### Aim of the exercise:
For every line of the records below that holds "import", add one. Give only the final total.

Segment Open

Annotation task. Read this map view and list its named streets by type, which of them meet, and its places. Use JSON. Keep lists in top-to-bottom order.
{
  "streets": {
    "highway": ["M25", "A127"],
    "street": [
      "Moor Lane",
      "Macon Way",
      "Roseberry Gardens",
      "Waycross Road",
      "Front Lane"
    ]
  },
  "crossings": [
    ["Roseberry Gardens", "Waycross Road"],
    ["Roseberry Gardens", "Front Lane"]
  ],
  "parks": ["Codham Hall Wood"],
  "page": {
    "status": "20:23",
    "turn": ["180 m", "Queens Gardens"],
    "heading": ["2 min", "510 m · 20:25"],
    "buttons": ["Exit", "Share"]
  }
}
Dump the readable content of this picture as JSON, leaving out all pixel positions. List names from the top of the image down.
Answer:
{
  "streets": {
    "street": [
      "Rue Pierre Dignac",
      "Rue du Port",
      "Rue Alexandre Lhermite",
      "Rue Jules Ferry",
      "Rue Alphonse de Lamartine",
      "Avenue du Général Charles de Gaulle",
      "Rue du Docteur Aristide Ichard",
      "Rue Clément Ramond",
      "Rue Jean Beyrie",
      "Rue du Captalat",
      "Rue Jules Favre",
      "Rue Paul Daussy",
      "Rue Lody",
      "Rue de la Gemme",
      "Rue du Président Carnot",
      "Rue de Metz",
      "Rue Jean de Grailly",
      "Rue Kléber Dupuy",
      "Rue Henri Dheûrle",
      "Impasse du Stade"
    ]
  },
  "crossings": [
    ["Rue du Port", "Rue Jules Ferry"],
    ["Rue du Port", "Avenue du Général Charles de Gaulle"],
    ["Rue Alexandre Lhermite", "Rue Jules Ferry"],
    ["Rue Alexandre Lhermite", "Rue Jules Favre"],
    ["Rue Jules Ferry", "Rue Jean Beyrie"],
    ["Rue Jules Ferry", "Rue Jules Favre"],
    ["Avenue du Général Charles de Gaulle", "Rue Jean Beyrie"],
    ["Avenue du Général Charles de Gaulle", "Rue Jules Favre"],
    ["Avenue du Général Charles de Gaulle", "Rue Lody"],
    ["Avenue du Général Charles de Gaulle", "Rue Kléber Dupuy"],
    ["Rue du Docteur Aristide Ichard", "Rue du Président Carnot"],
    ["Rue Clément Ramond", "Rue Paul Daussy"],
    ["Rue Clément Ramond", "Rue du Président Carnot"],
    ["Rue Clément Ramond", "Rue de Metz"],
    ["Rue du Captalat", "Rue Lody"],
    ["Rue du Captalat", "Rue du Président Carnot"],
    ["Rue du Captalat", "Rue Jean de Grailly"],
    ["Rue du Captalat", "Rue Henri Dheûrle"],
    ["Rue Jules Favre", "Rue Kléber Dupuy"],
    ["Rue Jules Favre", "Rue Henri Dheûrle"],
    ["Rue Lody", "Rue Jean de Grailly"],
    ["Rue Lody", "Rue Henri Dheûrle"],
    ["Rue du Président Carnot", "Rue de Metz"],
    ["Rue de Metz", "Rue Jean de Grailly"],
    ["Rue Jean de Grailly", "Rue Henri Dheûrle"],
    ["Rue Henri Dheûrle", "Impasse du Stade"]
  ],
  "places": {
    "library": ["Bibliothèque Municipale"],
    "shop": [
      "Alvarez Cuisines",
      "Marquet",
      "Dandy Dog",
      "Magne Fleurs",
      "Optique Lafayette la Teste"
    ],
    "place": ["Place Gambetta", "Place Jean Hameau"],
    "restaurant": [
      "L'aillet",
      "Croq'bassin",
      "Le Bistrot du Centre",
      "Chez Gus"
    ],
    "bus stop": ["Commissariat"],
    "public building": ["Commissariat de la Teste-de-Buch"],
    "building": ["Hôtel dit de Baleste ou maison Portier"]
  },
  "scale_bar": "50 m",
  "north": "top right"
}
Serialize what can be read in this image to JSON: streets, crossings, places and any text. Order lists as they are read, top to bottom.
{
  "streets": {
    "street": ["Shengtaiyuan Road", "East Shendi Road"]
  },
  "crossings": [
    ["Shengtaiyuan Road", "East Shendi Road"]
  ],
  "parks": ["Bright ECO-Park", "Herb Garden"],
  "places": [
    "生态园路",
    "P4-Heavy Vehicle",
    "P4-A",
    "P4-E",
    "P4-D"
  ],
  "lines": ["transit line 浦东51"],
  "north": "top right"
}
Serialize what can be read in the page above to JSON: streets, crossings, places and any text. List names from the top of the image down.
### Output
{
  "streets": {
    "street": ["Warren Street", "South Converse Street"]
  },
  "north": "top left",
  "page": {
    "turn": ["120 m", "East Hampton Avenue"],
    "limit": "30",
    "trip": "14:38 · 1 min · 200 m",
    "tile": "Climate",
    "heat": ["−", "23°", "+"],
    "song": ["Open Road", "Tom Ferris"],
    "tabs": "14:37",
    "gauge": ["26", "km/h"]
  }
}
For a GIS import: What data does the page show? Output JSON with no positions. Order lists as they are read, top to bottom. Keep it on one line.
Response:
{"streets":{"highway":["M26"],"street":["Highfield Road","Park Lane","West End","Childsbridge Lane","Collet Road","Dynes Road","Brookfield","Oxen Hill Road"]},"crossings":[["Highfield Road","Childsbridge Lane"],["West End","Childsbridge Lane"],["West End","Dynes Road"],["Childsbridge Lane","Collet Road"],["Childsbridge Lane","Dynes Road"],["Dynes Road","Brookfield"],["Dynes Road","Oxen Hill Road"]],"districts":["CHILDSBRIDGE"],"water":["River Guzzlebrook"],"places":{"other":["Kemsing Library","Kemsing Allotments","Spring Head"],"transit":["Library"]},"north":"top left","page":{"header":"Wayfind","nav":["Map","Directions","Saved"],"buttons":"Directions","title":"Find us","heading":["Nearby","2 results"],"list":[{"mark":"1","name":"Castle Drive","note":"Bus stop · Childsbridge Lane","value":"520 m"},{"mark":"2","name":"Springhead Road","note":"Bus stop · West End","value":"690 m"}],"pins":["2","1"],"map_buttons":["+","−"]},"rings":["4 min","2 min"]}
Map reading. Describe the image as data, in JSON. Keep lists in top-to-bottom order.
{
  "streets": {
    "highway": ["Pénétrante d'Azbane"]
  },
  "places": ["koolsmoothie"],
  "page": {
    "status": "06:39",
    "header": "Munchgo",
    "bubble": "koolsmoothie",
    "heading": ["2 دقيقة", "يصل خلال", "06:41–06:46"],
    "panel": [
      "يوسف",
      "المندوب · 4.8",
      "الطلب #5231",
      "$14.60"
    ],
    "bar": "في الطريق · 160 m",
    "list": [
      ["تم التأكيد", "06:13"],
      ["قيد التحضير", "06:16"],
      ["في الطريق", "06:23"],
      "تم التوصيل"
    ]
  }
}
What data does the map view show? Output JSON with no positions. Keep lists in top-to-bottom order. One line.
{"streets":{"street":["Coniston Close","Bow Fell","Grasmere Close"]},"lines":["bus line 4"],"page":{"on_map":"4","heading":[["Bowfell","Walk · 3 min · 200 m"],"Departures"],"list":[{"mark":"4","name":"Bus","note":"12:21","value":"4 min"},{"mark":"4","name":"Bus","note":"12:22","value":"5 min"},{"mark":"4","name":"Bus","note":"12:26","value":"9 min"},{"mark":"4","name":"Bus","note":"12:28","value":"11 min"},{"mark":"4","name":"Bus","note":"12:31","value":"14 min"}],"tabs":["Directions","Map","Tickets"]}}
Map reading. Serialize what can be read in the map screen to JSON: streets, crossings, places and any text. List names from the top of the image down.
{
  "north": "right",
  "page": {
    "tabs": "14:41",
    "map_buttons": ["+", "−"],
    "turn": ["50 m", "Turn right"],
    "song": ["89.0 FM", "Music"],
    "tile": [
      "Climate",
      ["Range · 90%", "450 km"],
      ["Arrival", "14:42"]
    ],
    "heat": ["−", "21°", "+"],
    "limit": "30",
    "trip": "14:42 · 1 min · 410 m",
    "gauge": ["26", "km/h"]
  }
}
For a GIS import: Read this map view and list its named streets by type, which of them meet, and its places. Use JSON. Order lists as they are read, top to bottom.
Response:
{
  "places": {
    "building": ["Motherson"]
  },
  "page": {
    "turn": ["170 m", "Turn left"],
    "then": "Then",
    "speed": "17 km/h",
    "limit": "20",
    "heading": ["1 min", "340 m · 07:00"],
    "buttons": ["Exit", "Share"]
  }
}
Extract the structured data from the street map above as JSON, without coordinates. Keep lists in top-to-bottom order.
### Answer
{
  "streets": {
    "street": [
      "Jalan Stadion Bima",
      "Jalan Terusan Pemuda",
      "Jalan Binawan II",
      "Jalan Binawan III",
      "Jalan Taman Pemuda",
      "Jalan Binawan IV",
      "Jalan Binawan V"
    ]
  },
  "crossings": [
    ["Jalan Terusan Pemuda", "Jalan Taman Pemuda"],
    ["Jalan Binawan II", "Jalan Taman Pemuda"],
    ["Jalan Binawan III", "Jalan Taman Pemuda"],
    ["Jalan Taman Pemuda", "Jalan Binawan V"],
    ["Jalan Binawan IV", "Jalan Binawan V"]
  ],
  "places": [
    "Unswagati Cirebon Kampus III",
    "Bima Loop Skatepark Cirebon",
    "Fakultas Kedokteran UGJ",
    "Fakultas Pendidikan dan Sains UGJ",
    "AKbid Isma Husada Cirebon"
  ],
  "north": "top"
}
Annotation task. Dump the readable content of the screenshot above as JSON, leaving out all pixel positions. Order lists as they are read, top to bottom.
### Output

Segment Closed

### Result of the exercise:
2